La photo de la semaine

Chaque dimanche, découvrez une photo ancienne de notre village

Et maintenant, chaque quinzaine, une photo de classe (ou de groupe) dans la rubrique Les copains d'avant

Vous pouvez cliquer sur la photo pour l'agrandir

 

Photo de la semaine : ouvrez vos tiroirs, sortez vos photos !

Vous pouvez le constater, notre appel lancé il y a un peu plus d'un an a en partie porté ses fruits grâce à la coopération de trois ou quatre personnes qui nous généreusement ouvert leurs fonds de photographies de grande qualité.
Mais, nous sommes persuadés qu'il y a encore beaucoup de trésors cachés dans vous tiroirs !
Alors n'hésitez pas et contactez-nous par le canal que nous vous recommandions déjà l'an dernier :

Alors, ouvrez vos tiroirs, sortez vos photos et faîtes-les nous passer par l'un des moyens suivants (si possible avec les circonstances de la photo, les noms des personnages, etc... sans oublier vos coordonnées) :

• si vous ne pouvez pas les scanner :

- déposez-les auprès de Joëlle, à l'accueil de la mairie, qui les scannera sur le champ et vous les restituera aussitôt ou quelques jours plus tard si elle n'est pas disponible lors de votre passage ;
- si vous ne pouvez pas vous déplacer ou si vous ne voulez pas vous dessaisir de vos clichés, joignez-moi (tél. : 06 81 57 13 82 ou Cette adresse email est protégée contre les robots des spammeurs, vous devez activer Javascript pour la voir. ) et je viendrai les scanner chez vous avec un scanner portatif ;

• si vous avez une possibilité de les scanner, envoyez-les à l'accueil de la mairie ( Cette adresse email est protégée contre les robots des spammeurs, vous devez activer Javascript pour la voir. ) ou à moi-même.

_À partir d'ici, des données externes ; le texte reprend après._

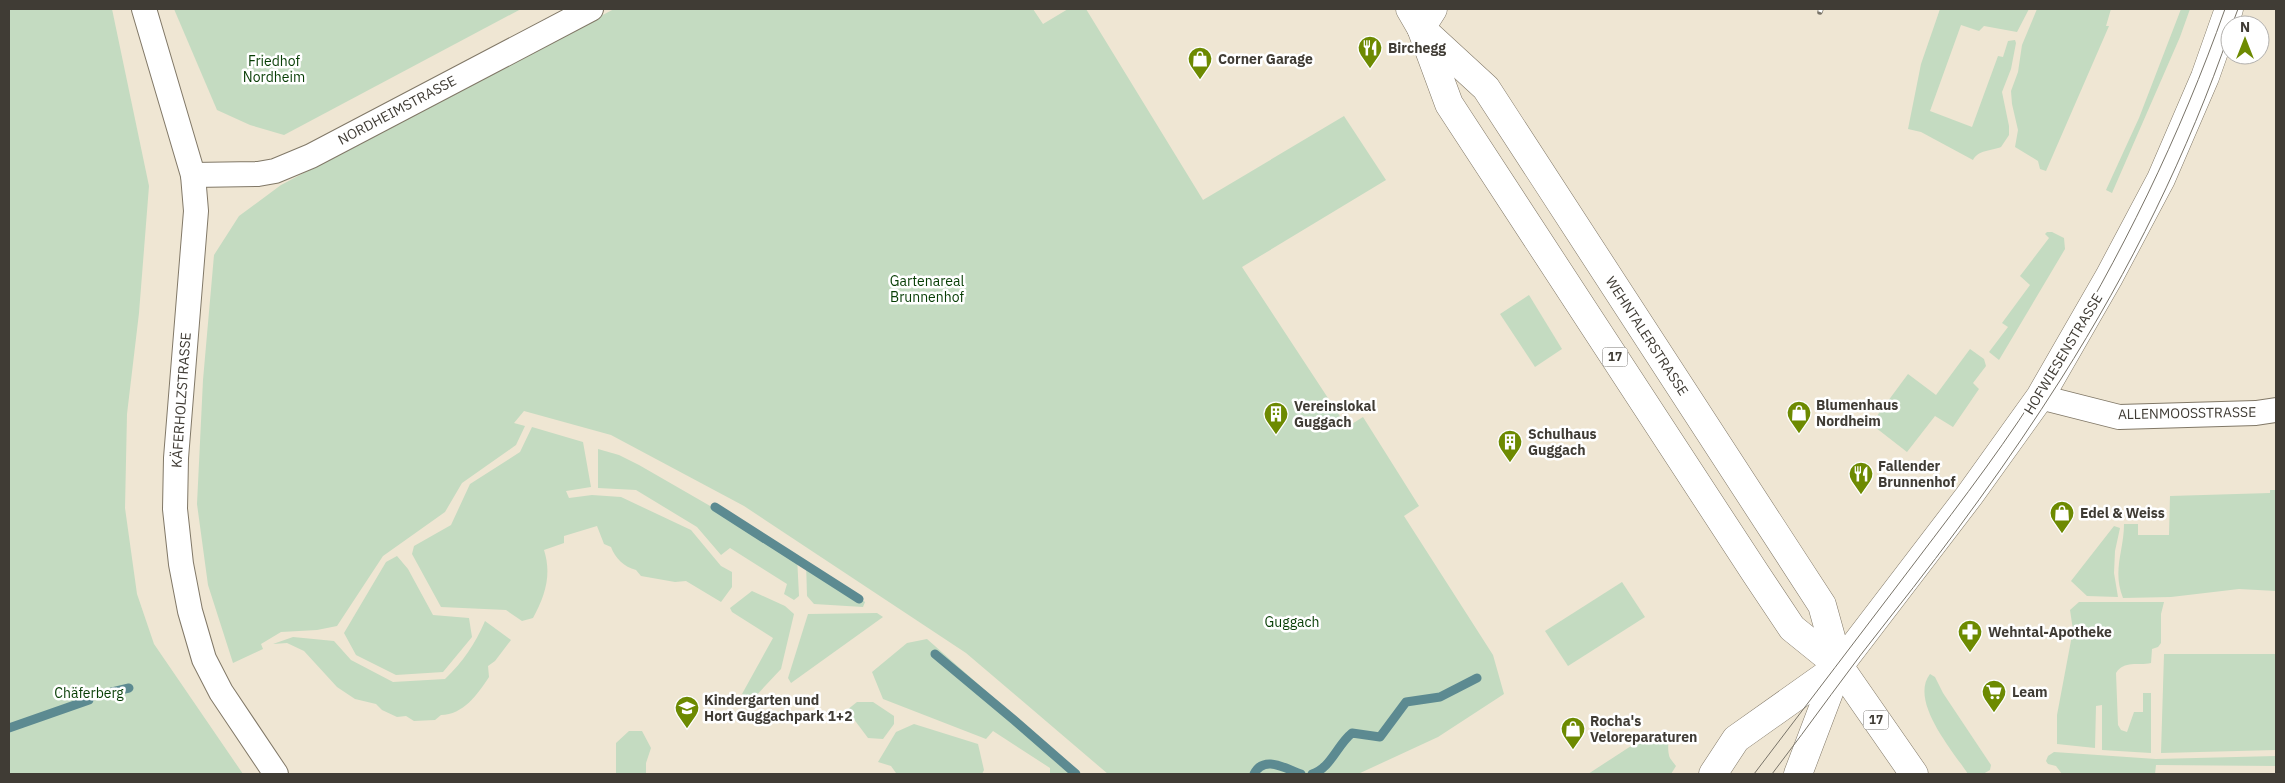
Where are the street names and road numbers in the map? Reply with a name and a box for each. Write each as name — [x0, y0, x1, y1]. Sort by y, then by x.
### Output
street label: NORDHEIMSTRASSE — [335, 71, 459, 149]
street label: WEHNTALERSTRASSE — [1602, 273, 1692, 399]
street label: HOFWIESENSTRASSE — [2020, 290, 2106, 418]
street label: KÄFERHOLZSTRASSE — [167, 332, 195, 468]
road number: 17 — [1602, 348, 1628, 367]
street label: ALLENMOOSSTRASSE — [2118, 403, 2256, 423]
road number: 17 — [1864, 710, 1888, 730]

Merci de votre collaboration, à bientôt sur cette page et, en attendant, découvrez la Photo de cette semaine !

 

2017-16

 Voici un personnage que vous ne connaissez sans doute pas, mais avez sans doute entendu parler. Camille Jouishomme s’installa comme pharmacien à Allègre vers 1905. ; il eut comme successeur son fils, Marc Jouishomme, que tout le monde a connu et sa petite-fille ; Nicole Raberin, fille de Pierre Raberin, que nous avons évoqué il a peu dans cette rubrique, et de Madeleine Jouishomme, sœur de Marc, récemment décédée. Camille Jouishomme avait fait ses études de pharmacie à la faculté de médecine de Lyon, ce qui faisait de lui un « pharmacien de 1ère classe » (titre qu’il fit peindre et que l’on devine toujours sur la façade de l’immeuble de l’actuel Opéra tissé de Christian Breul, en bas de la Grand’rue). A l’époque, il y avait deux pharmaciens à Allègre, mais le second avait été formé « sur le tas » en tant que pharmacien de l’hôpital (ce qui faisait qu’il était pharmacien tout court) avant de s’installer dans la maison Charitat (place du Marchédial) qui devint la pharmacie Batisse, tandis que son épouse exerçait la fonction de sage-femme.
Nous aurons l’occasion de revenir sur la pharmacie Jouishomme, notamment à l’occasion de la présentation de très anciens clichés dont il était l’auteur ou l’un des sujets. A l’époque, il n’y avait pas de commerçants-photographes : les produits se vendaient dans les pharmacies. Après tout, c’était toujours de la chimie !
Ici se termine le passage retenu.